If we use hypofractionation at Virginia Hospital Center, the main patients that are suitable are 50 years of age or older with right sided disease; have a confirmed pathology stage of T1 or T2 with no nodal involvement; do not require systemic chemotherapy; and whose anatomy allows for proper radiation treatment planning. However, only a very small percentage of cases end up receiving hypofractionation because a majority are eligible for APBI.
What is your opinion about a tumor-bed radiation boost in hypfractionation?
This is one area where the ASTRO guidelines task force was unable to reach a consensus. The guidelines say that if a patient is felt to require a tumor bed boost, it is not appropriate to use hypofractionation alone. However, when a boost is indicated, there is no consensus among the task force members as to the optimal dose schedule for hypofractionation or the boost itself.

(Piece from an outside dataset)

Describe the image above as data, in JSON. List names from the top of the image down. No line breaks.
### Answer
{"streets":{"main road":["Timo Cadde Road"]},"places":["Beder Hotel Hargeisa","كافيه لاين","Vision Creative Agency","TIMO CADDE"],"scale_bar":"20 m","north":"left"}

The current evidence we have about a tumor-bed boost doesn’t provide much guidance, either. There are mainly two historic trials that study the effects of a boost – these examined a boost combined with conventional fractionation for patients with a high risk of local failure, i.e. closer positive margins or poor differentiation. These studies showed a small, modest improvement in local control, but also a slightly worse cosmetic outcome. And the largest benefit was in patients who were younger than 40, which is a group of patients who aren’t eligible for hypofractionation anyway, based on the ASTRO guidelines.

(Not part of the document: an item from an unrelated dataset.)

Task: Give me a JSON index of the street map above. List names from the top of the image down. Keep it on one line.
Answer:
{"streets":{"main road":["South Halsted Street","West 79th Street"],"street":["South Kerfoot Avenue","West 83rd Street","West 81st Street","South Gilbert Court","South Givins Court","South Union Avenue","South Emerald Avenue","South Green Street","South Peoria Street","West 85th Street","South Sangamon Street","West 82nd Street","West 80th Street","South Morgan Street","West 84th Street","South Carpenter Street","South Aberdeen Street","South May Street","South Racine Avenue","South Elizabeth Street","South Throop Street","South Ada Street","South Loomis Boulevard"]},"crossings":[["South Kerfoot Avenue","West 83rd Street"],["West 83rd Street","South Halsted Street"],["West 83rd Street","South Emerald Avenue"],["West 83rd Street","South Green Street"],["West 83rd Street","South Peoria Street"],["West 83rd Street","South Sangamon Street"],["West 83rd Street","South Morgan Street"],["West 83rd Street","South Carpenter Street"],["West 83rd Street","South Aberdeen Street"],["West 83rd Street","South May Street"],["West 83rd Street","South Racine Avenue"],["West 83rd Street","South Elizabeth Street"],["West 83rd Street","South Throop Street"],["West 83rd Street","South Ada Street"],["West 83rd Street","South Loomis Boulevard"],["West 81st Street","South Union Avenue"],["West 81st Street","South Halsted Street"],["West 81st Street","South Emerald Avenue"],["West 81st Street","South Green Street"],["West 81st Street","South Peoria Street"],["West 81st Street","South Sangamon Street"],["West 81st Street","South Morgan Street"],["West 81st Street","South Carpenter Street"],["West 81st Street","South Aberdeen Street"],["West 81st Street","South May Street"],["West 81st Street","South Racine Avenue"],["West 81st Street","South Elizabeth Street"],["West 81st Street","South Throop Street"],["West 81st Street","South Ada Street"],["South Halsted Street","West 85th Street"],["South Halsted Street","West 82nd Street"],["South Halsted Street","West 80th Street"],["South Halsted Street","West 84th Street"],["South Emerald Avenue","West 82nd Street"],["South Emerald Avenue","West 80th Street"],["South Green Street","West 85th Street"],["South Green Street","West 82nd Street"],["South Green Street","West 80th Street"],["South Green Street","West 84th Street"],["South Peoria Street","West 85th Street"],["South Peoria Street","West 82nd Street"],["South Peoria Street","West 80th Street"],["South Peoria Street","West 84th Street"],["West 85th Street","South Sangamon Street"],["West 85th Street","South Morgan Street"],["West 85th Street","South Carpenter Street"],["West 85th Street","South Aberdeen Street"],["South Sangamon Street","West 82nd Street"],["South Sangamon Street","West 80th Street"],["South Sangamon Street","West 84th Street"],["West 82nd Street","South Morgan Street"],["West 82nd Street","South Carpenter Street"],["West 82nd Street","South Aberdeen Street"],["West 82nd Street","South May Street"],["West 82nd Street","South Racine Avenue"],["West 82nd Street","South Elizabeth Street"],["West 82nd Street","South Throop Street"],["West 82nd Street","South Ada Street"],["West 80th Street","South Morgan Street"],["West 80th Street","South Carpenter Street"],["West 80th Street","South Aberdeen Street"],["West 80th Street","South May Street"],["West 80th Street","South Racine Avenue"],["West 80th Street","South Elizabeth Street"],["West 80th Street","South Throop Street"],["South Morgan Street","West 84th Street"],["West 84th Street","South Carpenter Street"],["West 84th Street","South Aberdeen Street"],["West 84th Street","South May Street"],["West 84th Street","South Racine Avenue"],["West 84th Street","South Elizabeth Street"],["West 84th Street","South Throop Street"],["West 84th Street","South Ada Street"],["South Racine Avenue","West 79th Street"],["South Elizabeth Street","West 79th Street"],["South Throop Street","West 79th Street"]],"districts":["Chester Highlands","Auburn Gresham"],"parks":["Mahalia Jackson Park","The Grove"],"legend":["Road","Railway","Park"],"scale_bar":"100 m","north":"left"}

It’s very much up in air about when and how to use a tumor-bed boost of radiation. Based on the lack of current guidance, if a patient at Virginia Hospital Center requires a boost, we will offer them APBI or conventional fractionation, but not hypofractionation.
Looking forward, how will hypofractionation fit into the spectrum of radiation therapy options for breast conservation therapy?
The women who are going to benefit the most are those for whom a standard course of treatment is the most burdensome – mainly those who have to travel long distances or who might otherwise choose a mastectomy over BCT simply because of the inconvenience of the radiation treatment.
I think hypofractionation could have a big impact on the breast cancer treatment paradigm, as we accumulate more evidence. We need to demonstrate that it offers not only the same outcomes in terms of local control, but also the same long-term complication risks.
Dr. Nasr is a board-certified radiation oncologist at Virginia Hospital Center in Arlington, Virginia.